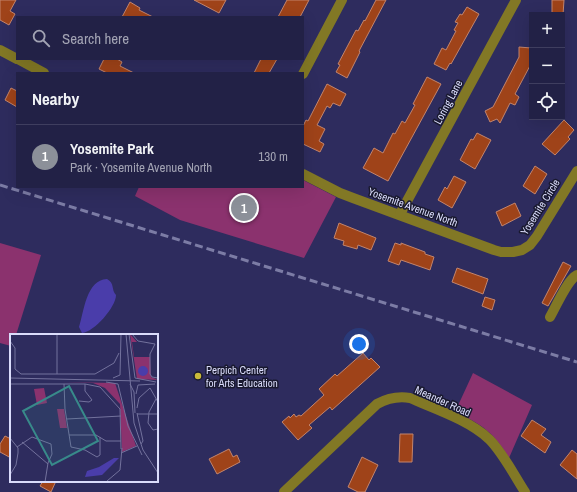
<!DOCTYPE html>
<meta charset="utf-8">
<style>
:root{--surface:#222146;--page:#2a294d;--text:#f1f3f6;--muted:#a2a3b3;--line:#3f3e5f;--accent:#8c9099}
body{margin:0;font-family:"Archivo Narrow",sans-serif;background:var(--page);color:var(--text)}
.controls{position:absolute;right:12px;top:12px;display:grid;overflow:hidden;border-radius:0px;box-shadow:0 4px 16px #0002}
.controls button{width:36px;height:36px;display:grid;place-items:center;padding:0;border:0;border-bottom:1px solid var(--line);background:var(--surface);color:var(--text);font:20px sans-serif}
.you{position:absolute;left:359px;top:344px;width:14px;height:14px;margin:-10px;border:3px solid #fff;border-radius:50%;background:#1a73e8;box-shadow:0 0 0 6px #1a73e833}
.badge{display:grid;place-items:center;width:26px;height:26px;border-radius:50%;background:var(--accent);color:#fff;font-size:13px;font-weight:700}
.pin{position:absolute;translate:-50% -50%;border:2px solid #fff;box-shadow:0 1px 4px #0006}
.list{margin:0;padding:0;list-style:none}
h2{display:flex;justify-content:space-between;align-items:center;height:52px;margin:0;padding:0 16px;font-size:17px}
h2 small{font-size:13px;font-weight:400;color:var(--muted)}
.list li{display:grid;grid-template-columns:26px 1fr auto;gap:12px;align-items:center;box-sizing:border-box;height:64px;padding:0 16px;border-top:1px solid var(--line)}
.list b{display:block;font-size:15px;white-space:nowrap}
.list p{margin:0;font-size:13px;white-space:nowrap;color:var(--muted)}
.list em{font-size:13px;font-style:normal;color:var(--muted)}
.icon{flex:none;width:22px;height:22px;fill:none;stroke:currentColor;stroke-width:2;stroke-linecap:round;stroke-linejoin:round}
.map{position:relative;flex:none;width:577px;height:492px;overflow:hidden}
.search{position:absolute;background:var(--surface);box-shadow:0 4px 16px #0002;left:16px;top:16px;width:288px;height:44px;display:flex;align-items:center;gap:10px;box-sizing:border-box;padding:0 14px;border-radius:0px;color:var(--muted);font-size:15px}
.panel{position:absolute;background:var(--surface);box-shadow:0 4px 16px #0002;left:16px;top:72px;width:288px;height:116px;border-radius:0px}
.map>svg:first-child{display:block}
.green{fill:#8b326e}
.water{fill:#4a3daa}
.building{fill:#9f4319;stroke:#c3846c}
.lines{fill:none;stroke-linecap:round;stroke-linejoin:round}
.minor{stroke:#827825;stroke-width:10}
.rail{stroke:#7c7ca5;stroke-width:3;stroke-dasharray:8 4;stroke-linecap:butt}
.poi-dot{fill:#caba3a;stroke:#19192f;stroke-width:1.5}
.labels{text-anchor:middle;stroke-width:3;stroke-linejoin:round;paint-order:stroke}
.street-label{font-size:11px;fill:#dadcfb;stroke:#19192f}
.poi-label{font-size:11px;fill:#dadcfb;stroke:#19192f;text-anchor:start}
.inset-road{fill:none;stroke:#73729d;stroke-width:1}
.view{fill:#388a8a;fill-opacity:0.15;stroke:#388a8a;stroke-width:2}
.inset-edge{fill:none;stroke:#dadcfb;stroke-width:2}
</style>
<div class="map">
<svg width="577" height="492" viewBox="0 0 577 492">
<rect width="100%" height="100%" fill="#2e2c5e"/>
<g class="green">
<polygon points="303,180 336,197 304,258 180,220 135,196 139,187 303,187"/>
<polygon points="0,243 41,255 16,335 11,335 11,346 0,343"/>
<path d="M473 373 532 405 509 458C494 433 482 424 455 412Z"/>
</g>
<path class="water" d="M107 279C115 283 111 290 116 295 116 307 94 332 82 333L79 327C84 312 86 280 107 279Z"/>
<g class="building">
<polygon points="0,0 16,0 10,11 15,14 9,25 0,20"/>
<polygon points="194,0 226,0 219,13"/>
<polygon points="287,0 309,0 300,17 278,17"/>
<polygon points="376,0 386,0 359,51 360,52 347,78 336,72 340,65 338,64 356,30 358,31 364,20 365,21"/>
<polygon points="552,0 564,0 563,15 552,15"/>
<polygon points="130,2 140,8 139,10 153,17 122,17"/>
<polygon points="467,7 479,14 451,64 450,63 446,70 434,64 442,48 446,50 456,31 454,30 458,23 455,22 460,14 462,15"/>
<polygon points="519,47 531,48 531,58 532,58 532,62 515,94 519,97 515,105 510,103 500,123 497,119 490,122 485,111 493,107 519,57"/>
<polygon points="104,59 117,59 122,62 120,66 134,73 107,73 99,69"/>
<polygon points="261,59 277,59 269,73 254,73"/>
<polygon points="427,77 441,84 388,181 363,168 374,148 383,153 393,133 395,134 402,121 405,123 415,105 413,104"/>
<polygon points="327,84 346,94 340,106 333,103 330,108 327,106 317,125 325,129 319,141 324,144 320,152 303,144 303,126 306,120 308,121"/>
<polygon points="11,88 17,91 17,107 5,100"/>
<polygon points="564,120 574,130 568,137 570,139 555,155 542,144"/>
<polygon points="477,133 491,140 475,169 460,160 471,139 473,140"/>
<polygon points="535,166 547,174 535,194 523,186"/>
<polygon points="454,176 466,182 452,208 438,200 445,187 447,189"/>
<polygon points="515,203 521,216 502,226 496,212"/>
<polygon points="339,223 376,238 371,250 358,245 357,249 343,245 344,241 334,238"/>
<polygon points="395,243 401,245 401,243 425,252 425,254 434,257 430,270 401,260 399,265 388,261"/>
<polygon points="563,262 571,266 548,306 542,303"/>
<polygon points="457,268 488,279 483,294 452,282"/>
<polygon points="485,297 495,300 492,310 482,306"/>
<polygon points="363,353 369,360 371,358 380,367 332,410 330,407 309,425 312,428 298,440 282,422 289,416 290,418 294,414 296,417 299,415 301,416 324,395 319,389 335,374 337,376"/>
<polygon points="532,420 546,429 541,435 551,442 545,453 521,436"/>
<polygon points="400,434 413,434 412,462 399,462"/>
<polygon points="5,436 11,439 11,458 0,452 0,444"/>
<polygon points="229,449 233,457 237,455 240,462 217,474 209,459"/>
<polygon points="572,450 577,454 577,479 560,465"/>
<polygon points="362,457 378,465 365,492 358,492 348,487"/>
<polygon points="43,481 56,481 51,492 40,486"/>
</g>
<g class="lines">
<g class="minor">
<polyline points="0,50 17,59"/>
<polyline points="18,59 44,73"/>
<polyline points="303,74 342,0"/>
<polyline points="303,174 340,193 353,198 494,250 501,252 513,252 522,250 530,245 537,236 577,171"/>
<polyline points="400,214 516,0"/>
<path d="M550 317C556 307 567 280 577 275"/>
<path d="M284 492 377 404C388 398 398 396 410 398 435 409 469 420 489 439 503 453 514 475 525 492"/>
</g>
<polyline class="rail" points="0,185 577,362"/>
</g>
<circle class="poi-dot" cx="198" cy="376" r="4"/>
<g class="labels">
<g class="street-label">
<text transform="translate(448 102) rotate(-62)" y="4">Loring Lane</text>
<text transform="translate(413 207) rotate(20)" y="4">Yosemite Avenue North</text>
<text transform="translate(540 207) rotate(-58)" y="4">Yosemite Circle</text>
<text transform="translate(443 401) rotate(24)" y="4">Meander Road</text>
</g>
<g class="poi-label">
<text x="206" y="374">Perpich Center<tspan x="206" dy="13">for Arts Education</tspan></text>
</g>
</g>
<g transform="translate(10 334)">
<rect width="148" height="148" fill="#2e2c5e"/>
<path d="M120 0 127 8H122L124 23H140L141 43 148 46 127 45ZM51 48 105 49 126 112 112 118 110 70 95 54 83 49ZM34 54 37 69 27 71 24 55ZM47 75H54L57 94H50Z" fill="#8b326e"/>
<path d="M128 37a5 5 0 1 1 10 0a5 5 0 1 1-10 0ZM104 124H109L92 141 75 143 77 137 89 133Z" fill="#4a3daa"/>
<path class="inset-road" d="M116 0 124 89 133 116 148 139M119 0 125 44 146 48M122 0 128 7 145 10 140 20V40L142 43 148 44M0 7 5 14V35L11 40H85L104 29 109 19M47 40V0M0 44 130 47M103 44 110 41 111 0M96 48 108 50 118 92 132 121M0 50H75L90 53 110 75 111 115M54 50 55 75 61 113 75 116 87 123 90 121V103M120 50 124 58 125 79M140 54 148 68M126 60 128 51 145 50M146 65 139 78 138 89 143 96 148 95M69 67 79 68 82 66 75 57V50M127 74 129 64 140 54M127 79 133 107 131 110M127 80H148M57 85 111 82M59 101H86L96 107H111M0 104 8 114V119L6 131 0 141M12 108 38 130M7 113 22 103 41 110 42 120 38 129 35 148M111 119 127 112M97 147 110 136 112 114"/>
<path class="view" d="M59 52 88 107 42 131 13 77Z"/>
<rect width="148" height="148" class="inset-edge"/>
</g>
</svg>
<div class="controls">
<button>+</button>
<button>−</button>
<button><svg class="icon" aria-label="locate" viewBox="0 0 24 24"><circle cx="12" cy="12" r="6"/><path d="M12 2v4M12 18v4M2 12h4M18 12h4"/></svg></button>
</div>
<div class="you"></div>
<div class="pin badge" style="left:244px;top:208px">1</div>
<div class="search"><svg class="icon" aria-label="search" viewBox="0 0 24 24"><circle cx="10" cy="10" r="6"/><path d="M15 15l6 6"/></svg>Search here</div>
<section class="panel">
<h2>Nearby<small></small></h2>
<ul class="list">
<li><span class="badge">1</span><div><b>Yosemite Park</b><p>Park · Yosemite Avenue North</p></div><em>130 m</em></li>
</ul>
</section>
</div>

> WHAT IS REQUIRED: Please find each line in the records above that holds the word "sans", and copy it.

> RESPONSE:
body{margin:0;font-family:"Archivo Narrow",sans-serif;background:var(--page);color:var(--text)}
.controls button{width:36px;height:36px;display:grid;place-items:center;padding:0;border:0;border-bottom:1px solid var(--line);background:var(--surface);color:var(--text);font:20px sans-serif}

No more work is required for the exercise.